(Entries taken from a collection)
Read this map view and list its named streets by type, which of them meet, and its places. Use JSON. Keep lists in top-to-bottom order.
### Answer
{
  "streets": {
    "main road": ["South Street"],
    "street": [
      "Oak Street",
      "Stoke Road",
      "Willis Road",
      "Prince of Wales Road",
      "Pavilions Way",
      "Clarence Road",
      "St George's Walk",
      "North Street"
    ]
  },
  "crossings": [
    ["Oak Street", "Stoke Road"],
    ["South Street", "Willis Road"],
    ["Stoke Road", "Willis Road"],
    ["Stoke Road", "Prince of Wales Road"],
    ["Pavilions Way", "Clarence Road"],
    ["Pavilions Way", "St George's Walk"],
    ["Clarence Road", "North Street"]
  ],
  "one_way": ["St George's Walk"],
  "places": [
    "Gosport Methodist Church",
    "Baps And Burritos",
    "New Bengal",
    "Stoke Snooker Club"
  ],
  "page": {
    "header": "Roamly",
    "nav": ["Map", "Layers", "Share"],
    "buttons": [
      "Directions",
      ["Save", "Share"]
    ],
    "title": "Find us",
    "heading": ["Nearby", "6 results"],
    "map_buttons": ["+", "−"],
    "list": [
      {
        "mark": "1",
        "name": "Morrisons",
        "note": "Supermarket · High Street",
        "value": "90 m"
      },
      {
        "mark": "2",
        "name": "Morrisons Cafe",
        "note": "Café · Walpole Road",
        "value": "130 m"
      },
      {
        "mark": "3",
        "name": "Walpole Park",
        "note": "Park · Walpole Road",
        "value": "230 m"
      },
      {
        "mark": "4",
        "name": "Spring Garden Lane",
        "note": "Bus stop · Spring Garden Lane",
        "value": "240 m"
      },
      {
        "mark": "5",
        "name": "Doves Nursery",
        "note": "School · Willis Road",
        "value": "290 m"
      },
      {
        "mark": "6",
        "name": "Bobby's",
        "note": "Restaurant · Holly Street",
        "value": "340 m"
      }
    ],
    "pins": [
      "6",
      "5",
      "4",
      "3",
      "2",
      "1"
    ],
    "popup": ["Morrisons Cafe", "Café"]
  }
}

# [Assigned task]
Restate the data word for word, leaving nothing out.

# [The completed task]
Read this map view and list its named streets by type, which of them meet, and its places. Use JSON. Keep lists in top-to-bottom order.
### Answer
{
  "streets": {
    "main road": ["South Street"],
    "street": [
      "Oak Street",
      "Stoke Road",
      "Willis Road",
      "Prince of Wales Road",
      "Pavilions Way",
      "Clarence Road",
      "St George's Walk",
      "North Street"
    ]
  },
  "crossings": [
    ["Oak Street", "Stoke Road"],
    ["South Street", "Willis Road"],
    ["Stoke Road", "Willis Road"],
    ["Stoke Road", "Prince of Wales Road"],
    ["Pavilions Way", "Clarence Road"],
    ["Pavilions Way", "St George's Walk"],
    ["Clarence Road", "North Street"]
  ],
  "one_way": ["St George's Walk"],
  "places": [
    "Gosport Methodist Church",
    "Baps And Burritos",
    "New Bengal",
    "Stoke Snooker Club"
  ],
  "page": {
    "header": "Roamly",
    "nav": ["Map", "Layers", "Share"],
    "buttons": [
      "Directions",
      ["Save", "Share"]
    ],
    "title": "Find us",
    "heading": ["Nearby", "6 results"],
    "map_buttons": ["+", "−"],
    "list": [
      {
        "mark": "1",
        "name": "Morrisons",
        "note": "Supermarket · High Street",
        "value": "90 m"
      },
      {
        "mark": "2",
        "name": "Morrisons Cafe",
        "note": "Café · Walpole Road",
        "value": "130 m"
      },
      {
        "mark": "3",
        "name": "Walpole Park",
        "note": "Park · Walpole Road",
        "value": "230 m"
      },
      {
        "mark": "4",
        "name": "Spring Garden Lane",
        "note": "Bus stop · Spring Garden Lane",
        "value": "240 m"
      },
      {
        "mark": "5",
        "name": "Doves Nursery",
        "note": "School · Willis Road",
        "value": "290 m"
      },
      {
        "mark": "6",
        "name": "Bobby's",
        "note": "Restaurant · Holly Street",
        "value": "340 m"
      }
    ],
    "pins": [
      "6",
      "5",
      "4",
      "3",
      "2",
      "1"
    ],
    "popup": ["Morrisons Cafe", "Café"]
  }
}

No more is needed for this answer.